### What is required:
Out of all the lines below, count those with the word "Court". Give the number only.

### Given data:

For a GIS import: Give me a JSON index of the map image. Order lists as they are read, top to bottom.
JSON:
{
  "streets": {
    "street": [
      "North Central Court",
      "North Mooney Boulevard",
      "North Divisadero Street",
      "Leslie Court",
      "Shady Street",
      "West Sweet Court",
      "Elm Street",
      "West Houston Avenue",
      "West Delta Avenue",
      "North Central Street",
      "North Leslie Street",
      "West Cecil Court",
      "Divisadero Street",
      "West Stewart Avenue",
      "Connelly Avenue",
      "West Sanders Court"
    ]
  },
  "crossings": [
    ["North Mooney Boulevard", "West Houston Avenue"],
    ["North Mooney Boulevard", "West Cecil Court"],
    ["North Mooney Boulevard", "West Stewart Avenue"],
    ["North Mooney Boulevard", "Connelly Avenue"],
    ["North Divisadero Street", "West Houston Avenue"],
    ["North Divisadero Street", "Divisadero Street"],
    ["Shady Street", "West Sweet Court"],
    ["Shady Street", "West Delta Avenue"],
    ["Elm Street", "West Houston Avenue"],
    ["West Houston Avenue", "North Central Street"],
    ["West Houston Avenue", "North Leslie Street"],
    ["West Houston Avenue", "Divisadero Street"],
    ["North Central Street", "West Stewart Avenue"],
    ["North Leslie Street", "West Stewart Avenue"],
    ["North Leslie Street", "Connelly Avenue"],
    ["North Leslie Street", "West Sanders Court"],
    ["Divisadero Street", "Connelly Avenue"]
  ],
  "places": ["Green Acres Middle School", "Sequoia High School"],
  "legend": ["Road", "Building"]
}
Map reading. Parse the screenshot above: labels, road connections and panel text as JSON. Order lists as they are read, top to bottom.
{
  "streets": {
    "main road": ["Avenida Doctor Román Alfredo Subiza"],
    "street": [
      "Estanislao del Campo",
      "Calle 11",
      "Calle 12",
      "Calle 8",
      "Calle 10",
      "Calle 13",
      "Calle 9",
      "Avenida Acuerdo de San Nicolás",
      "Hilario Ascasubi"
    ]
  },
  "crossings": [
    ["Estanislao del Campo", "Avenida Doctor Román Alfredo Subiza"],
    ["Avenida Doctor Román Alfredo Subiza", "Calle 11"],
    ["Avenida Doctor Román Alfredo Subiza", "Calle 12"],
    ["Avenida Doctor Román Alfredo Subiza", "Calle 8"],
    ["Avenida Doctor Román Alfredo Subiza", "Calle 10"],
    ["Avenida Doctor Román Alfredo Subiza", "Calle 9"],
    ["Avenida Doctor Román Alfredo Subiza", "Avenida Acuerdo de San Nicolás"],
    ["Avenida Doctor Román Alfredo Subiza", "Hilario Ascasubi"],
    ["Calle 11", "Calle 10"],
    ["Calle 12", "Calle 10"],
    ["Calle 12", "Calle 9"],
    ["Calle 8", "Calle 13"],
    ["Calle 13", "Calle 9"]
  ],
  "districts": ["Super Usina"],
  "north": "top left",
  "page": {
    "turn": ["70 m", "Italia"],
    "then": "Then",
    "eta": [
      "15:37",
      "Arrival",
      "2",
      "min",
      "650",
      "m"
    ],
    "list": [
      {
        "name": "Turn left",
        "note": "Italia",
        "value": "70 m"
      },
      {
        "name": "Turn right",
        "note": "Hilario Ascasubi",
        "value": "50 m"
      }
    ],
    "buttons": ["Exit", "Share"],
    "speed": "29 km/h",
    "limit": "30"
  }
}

### Response area:
8